START STUDY MATERIAL
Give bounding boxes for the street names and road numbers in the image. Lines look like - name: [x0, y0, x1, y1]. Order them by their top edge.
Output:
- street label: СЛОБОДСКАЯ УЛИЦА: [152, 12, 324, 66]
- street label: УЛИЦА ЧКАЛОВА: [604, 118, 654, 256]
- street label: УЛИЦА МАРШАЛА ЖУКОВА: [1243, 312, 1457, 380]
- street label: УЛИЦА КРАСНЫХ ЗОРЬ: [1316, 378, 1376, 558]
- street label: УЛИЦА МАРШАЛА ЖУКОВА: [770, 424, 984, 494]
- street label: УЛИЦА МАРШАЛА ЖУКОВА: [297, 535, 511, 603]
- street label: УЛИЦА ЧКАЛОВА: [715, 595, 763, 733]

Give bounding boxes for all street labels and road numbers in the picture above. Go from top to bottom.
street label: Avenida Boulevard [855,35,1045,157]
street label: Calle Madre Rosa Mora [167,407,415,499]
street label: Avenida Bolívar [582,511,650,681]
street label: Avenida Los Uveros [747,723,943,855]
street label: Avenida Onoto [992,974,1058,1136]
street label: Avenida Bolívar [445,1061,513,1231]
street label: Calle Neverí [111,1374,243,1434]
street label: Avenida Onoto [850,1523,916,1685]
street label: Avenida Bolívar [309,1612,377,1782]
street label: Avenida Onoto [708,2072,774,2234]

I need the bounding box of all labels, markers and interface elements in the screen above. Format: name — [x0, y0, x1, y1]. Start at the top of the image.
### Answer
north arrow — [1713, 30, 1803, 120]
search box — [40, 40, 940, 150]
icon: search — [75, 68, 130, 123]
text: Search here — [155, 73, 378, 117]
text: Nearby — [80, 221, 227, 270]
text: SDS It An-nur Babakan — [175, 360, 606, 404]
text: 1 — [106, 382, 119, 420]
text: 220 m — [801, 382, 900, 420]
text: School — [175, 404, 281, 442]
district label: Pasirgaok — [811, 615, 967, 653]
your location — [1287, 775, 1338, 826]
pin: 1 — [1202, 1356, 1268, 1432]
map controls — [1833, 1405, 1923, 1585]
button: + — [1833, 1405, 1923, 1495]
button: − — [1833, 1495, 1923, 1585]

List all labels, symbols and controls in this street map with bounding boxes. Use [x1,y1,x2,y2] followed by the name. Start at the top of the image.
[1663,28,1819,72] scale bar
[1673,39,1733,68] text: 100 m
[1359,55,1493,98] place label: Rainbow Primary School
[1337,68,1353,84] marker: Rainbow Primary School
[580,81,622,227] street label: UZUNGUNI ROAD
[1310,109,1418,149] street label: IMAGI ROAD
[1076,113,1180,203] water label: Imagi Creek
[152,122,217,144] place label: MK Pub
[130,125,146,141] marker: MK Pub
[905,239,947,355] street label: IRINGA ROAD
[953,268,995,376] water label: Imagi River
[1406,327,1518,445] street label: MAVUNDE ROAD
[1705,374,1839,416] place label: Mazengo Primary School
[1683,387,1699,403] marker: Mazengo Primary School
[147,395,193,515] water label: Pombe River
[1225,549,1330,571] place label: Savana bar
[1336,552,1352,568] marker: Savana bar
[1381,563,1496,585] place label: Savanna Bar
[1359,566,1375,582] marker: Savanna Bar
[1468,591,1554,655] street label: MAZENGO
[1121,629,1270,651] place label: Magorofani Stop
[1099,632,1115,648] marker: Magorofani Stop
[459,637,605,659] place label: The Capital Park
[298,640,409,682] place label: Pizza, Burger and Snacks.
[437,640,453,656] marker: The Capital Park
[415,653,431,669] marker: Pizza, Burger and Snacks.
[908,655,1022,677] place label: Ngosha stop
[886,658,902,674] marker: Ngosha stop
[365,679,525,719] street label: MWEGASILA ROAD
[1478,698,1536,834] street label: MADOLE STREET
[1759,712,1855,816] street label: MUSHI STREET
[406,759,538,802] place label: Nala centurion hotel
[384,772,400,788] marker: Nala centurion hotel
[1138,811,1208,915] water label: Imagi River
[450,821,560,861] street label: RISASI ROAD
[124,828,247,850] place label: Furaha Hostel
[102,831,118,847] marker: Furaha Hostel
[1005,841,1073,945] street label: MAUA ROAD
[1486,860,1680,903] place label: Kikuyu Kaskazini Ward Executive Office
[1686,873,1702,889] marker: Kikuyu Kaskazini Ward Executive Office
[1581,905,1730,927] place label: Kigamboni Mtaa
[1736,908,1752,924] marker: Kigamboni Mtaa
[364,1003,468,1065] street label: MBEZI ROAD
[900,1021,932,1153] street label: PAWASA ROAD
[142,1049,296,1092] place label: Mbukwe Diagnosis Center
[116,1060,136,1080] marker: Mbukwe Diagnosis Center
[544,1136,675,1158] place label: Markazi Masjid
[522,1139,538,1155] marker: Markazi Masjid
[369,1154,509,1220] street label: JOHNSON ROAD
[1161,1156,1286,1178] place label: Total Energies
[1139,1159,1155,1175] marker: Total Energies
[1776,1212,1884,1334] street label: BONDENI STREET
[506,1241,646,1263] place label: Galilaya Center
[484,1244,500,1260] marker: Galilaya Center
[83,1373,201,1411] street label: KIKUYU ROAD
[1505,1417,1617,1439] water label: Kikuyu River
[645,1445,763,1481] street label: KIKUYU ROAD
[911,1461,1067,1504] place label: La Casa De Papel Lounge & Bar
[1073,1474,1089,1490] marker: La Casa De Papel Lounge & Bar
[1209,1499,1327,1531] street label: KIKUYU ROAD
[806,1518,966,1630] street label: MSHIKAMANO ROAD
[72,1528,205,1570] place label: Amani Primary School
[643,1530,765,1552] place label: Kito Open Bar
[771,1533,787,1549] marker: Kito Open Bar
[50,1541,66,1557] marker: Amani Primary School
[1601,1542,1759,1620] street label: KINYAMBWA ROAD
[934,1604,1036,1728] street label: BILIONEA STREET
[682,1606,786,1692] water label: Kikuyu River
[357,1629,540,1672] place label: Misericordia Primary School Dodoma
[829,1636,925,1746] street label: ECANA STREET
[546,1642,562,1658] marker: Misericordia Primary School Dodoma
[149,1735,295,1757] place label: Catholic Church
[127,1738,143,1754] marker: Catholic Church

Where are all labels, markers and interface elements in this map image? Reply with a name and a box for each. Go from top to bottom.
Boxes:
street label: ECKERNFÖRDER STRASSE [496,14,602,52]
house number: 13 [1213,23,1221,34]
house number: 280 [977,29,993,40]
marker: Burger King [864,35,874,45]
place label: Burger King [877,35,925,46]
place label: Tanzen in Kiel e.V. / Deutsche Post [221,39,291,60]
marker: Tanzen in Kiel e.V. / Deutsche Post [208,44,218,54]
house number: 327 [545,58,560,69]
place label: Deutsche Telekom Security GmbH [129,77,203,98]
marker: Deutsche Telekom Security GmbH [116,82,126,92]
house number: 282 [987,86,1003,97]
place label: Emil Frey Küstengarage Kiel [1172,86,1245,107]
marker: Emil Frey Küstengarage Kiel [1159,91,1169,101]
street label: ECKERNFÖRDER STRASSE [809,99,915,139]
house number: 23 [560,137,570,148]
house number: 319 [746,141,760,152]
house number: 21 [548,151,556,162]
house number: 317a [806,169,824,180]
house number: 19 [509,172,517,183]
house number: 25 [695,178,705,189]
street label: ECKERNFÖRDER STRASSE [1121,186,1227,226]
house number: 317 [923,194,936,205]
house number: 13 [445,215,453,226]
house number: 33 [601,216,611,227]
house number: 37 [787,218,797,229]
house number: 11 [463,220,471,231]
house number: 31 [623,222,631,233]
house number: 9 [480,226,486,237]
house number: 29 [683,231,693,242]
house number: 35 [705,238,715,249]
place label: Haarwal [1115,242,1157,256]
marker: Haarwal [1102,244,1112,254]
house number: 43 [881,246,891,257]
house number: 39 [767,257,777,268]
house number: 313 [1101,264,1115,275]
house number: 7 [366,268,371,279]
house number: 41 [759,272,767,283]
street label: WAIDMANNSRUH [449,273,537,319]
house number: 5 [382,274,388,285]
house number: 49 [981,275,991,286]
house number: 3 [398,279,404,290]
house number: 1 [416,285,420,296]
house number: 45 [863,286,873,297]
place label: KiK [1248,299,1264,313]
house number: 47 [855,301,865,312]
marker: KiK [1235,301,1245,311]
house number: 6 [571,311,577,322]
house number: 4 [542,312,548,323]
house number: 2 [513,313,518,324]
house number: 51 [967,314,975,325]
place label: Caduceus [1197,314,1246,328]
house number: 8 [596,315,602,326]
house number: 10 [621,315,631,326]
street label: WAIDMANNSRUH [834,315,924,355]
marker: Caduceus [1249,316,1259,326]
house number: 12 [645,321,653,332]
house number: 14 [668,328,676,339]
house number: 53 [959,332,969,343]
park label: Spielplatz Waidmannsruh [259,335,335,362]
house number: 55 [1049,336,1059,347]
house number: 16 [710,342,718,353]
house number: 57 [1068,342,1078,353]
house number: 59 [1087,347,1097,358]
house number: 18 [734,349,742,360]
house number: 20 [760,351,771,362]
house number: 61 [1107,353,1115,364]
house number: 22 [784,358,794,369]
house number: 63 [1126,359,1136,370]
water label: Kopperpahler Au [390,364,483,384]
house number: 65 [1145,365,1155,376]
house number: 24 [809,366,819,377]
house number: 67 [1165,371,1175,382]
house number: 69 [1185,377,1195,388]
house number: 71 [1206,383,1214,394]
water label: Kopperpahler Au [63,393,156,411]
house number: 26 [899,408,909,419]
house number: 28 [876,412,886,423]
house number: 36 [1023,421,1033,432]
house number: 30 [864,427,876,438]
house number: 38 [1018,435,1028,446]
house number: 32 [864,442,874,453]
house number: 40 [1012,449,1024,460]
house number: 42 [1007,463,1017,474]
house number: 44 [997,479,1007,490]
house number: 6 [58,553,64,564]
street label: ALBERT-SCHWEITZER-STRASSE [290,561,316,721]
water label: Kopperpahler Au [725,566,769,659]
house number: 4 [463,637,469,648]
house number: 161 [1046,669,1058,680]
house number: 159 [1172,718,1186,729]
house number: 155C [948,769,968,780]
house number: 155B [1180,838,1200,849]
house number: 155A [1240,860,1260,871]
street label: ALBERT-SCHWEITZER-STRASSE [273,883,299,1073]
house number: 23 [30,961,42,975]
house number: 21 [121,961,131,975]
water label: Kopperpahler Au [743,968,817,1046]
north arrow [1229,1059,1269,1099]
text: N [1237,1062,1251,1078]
END STUDY MATERIAL
• _WORK ITEM_:
Return all lines of the data in which the string "elements" appears.

• _RESULT OF THE EXERCISE_:
I need the bounding box of all labels, markers and interface elements in the screen above. Format: name — [x0, y0, x1, y1]. Start at the top of the image.
Where are all labels, markers and interface elements in this map image? Reply with a name and a box for each. Go from top to bottom.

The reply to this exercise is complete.